Protection for tourists from bullying shop tactics
Tour guides will no longer be allowed to force tourists to remain in shops under tighter rules by the Travel Industry Council, following a growing number of complaints from mainland visitors.
The move also follows a mainlander's death from a heart attack after he quarrelled with his tour guide for allegedly refusing to let him leave a jewellery shop.
The new rule will take effect on Tuesday and will require travel agents to state on tour itineraries that guides must not force visitors to stay in shops or make purchases.
Other measures implemented by the council, which is empowered to oversee the industry, include more spot checks by council inspectors at shops where tourists are taken. The inspectors visit about 20 shops a month at the moment but more checks will be carried out.
Operators or agents who break the rules will either be demerited or lose their licence.
'The measures are designed to protect travellers and the city's reputation,' said Joseph Tung Yao-chung, the council's executive director.
The council received 173 complaints from mainland travellers between January and the middle of last month, compared with 105 complaints for the same period last year - a 63 per cent increase. Most of the complaints were shopping related, for example being kept in stores and being forced to buy things.
The growing number of complaints seems to be a trend that is getting worse. There were 313 complaints last year compared with 164 in 2008.
A 65-year-old man from Hunan province died of a heart attack after arguing with a tour guide, who refused to let the group leave a jewellery shop, the man's wife said.
The man said he felt unwell after the incident and was taken to Queen Elizabeth Hospital in Yau Ma Tei on May 22, where he died of a heart attack that day. His wife filed a complaint with the council two days later. The council said it would check the shop's surveillance video to see if any rules were broken.
Tung said the death had prompted the council to implement the new measures. 'We must handle this in a serious manner,' he said.

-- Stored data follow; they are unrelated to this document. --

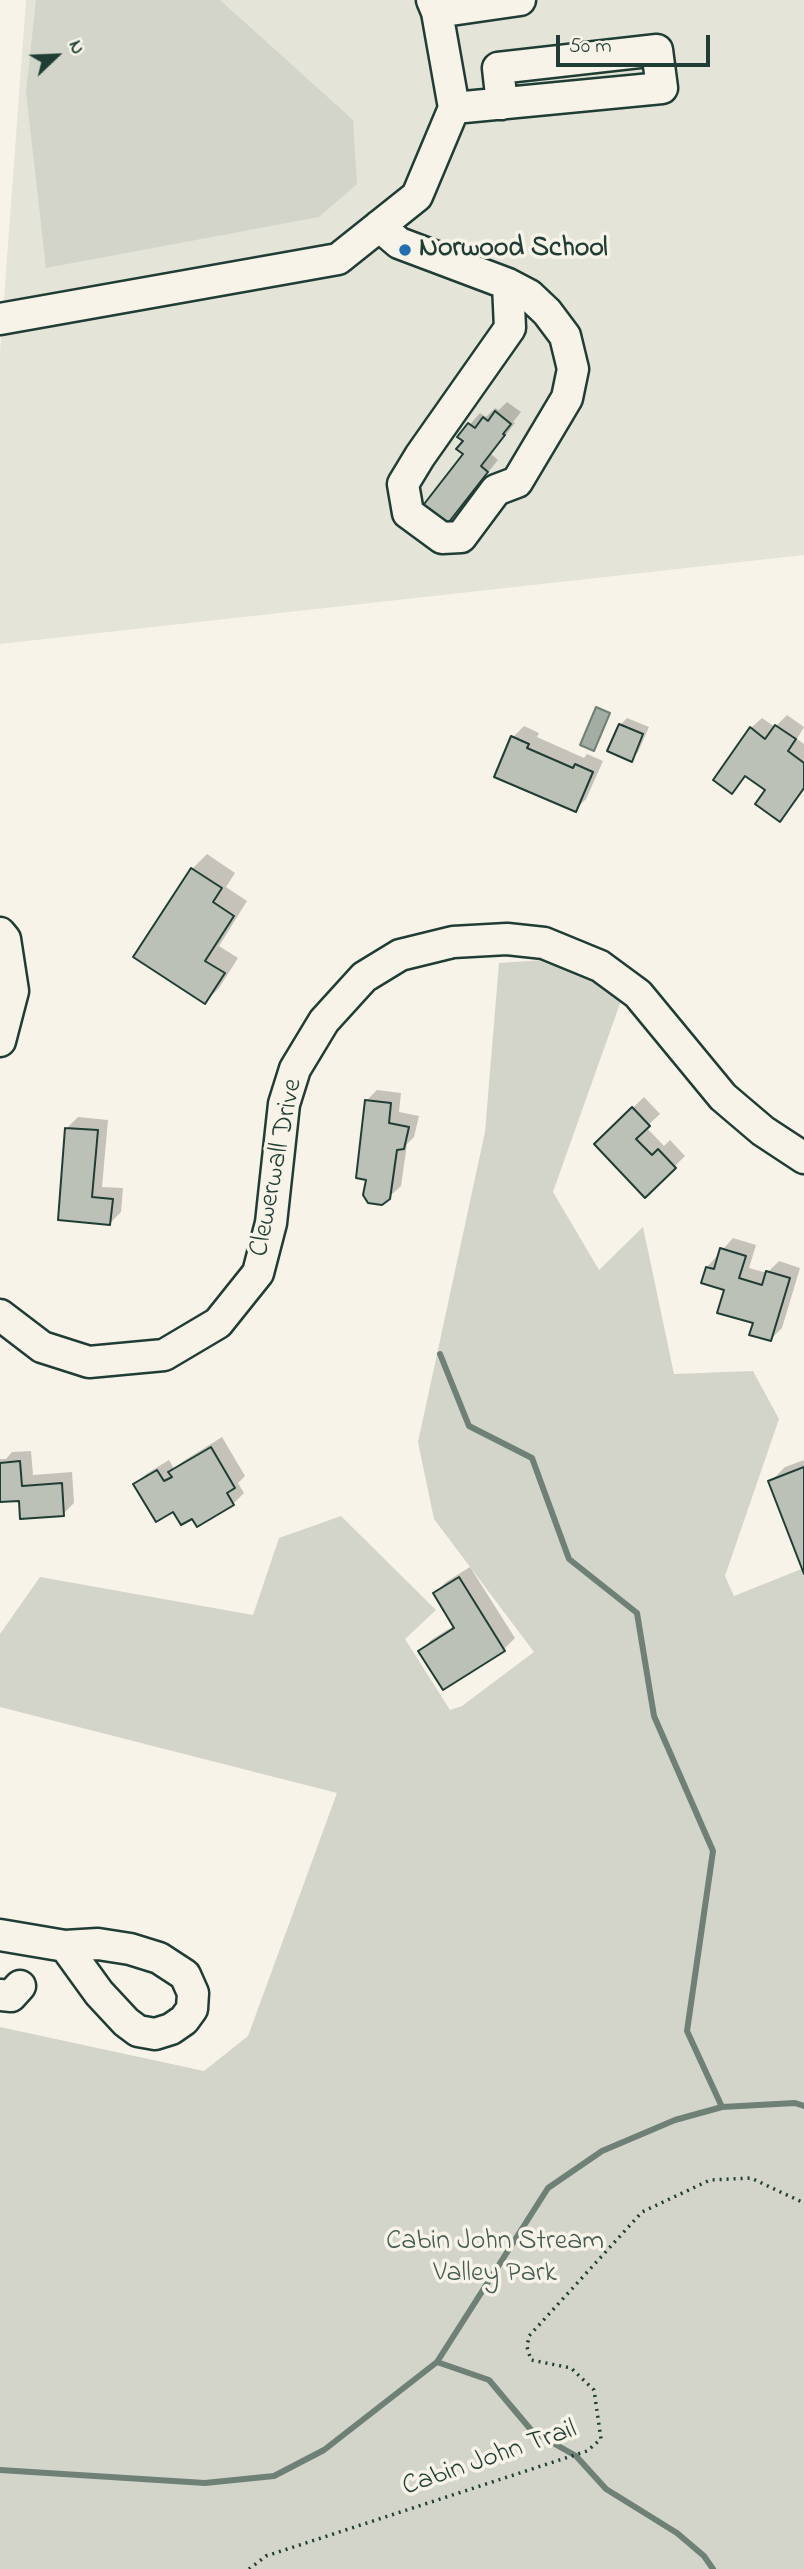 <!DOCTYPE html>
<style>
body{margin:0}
#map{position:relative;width:804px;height:2569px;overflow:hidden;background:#f7f3e8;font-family:"Indie Flower",sans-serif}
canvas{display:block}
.north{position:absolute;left:21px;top:21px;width:70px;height:70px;-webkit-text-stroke:5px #f7f3e8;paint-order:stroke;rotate:67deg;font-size:19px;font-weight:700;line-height:28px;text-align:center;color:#1f3d34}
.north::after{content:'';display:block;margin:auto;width:24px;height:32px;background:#1f3d34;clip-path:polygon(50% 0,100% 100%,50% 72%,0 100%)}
.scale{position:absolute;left:556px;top:35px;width:154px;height:32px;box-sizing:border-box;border:4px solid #1f3d34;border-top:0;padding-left:9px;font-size:21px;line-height:24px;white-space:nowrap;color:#1f3d34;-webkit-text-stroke:5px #f7f3e8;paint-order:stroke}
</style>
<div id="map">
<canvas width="804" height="2569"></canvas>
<div class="north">N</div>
<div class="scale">50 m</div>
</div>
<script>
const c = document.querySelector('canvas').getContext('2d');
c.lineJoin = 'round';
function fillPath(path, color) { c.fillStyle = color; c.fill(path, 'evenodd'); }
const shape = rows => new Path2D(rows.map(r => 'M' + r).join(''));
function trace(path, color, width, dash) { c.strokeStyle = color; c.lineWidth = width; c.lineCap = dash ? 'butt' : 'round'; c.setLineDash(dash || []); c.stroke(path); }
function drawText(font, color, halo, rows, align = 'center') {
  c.font = font + ' "Indie Flower",sans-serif'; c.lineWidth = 7; c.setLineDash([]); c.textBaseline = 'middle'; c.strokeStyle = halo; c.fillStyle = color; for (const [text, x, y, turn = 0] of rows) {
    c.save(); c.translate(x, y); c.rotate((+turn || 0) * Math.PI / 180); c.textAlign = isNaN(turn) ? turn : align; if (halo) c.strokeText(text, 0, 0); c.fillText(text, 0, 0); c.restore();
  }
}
const built = shape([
 [26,0,804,0,804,555,0,644,0,353]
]);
const green = shape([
 [36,0,220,0,353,120,357,184,319,217,46,268,26,92],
 [558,959,623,995,553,1192,599,1270,643,1227,674,1374,753,1371,779,1419,725,1576,734,1596,804,1568,804,2569,0,2569,0,2027,204,2071,248,2036,337,1793,0,1707,0,1634,40,1577,253,1615,279,1538,341,1516,436,1610,405,1639,450,1710,462,1706,534,1652,434,1519,418,1442,485,1132,499,963]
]);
const water = shape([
 [596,707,610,713,594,751,580,745,596,707]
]);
const shadow = shape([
 [507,402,521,412,513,422,515,423,491,454,498,460,445,525,465,454,465,441,460,436,480,413,486,417,495,408,499,410],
 [787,715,804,727,797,739,804,744,804,790,780,820,767,789,747,775,732,792,751,728,762,718,775,727],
 [627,718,649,727,638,752,631,760,620,725],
 [524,726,539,733,537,737,584,758,587,754,603,761,586,799,575,810,513,737],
 [207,854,235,873,226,887,247,901,219,946,238,958,219,988,205,1002,136,957,192,869],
 [377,1090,401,1093,399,1112,419,1116,414,1137,407,1144,401,1186,389,1197,368,1178,366,1101],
 [644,1097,660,1114,646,1127,664,1146,670,1140,685,1156,645,1196,596,1144],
 [78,1117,108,1120,102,1187,123,1188,121,1212,110,1223,60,1219,67,1128],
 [733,1238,756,1245,749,1268,767,1273,779,1261,800,1268,782,1328,771,1339,707,1267],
 [222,1437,245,1476,238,1483,244,1493,233,1504,192,1516,173,1510,135,1485,146,1474,169,1460,174,1469,182,1462],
 [31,1451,33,1475,72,1472,74,1503,63,1514,21,1499,0,1500,0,1459,6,1459,12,1452],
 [804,1460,804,1569,770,1482,785,1467],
 [470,1567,515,1638,504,1649,444,1688,421,1651,431,1640,455,1625,435,1593,446,1582]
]);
const stream = shape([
 [440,1354,469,1426,532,1458,569,1559,637,1613,654,1716,713,1851,687,2031,722,2107],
 [437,2362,489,2380,532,2431,576,2456,606,2489,677,2533,704,2556,713,2569],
 [0,2470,205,2483,274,2476,324,2450,437,2362,548,2188,602,2151,675,2120,722,2107,795,2103,804,2106]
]);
const building = shape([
 [495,411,511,424,503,434,505,435,481,466,488,472,445,527,421,508,463,454,456,449,463,441,457,437,468,423,475,428,483,417,488,421,495,411],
 [619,724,643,734,632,762,607,751,619,724],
 [775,725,796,739,788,751,804,763,804,788,780,822,755,804,765,790,745,776,732,794,713,780,750,727,765,739,775,725],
 [511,736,529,744,527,748,573,768,575,764,593,772,576,812,494,777,511,736],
 [191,868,222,888,213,902,234,916,205,961,225,973,205,1004,133,957,191,868],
 [365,1100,391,1103,389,1123,409,1127,404,1149,397,1150,390,1199,382,1205,368,1203,363,1195,366,1180,356,1178,365,1100],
 [632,1107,650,1126,636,1139,652,1155,658,1149,676,1168,645,1198,594,1144,632,1107],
 [65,1128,98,1130,92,1197,113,1199,110,1225,58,1220,65,1128],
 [720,1248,746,1256,739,1278,762,1285,766,1271,790,1278,771,1341,749,1335,753,1323,717,1313,724,1290,701,1283,706,1267,714,1269,720,1248],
 [211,1447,235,1488,227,1493,234,1505,197,1527,192,1519,181,1525,173,1512,156,1522,133,1484,157,1470,164,1481,172,1477,168,1472,211,1447],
 [20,1461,22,1486,62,1483,64,1516,20,1519,19,1501,0,1502,0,1463,20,1461],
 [804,1467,804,1574,768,1481,804,1467],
 [459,1577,505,1651,443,1690,418,1651,454,1628,433,1593,459,1577]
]);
const path = shape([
 [249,2569,266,2556,587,2451,601,2439,594,2390,571,2368,531,2360,527,2347,529,2336,642,2212,710,2180,751,2178,804,2203]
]);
const minor = shape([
 [437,12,520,0],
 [454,108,662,88,657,50,498,68,502,104],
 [379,226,399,243,508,284,529,295,547,312,565,336,573,369,567,398,517,482,496,490,461,537,442,538,408,513,403,484,420,456,510,328,508,284],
 [0,319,338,259,417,196,454,108,437,12,432,0],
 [0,933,5,939,13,991,0,1041],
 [0,1315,42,1347,89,1362,164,1355,218,1323,258,1273,271,1223,284,1104,295,1069,324,1021,364,977,400,955,453,942,507,939,544,943,600,966,638,994,723,1097,763,1131,804,1158],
 [0,1935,65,1946,98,1944,130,1949,159,1958,185,1975,193,1993,192,2009,184,2020,171,2029,155,2034,138,2031,126,2022,99,1993,65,1946],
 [0,1995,11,1996,20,1986]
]);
const markers = [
 [405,250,7,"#1f6fb2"]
];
const poiNames = [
 ["Norwood School",419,250]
];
const streetNames = [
 ["Clewerwall Drive",278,1168,-79],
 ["Cabin John Trail",490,2460,-19]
];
const parkNames = [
 ["Cabin John Stream",495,2243],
 ["Valley Park",495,2275]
];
fillPath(built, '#e5e4d9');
fillPath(green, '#d3d5ca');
fillPath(water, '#a4ada3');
trace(water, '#6f8077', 2);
fillPath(shadow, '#0003');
trace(stream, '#6f8077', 6);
fillPath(building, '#bbc1b6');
trace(building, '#1f3d34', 2);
trace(minor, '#1f3d34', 35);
trace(path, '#1f3d34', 3.5, [2, 5]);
trace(minor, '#f7f3e8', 30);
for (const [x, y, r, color] of markers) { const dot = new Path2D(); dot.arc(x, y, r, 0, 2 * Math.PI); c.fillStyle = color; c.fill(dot); trace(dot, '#f7f3e8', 2.5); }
drawText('bold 28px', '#1f3d34', '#f7f3e8', poiNames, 'left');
drawText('28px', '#1f3d34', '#f7f3e8', streetNames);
drawText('28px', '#435b52', '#f7f3e8', parkNames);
</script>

Paul Leung Yiu-lam, president of the Hong Kong Association of Travel Agents, said the new measures should have been implemented a long time ago. 'It's common sense that tourists should be allowed to leave shops,' he said. 'They won't spend money just because they are locked up.'
But he said the problem was not Hong Kong's alone. 'The National Tourism Administration of the People's Republic of China has to collaborate with us to find a real solution because many mainland travel agencies offer unreasonably cheap packages, which entail compulsory shopping.'
Tourism sector lawmaker Paul Tse Wai-chun agreed new measures had been needed for some time but said more had to be done to protect travellers.
Tung said the tax collected from outbound tours last month was HK$1.6 million compared with HK$721,000 for the same period last year. More than HK$7 million was received in tax from January to May this year - a 36 per cent increase, he said.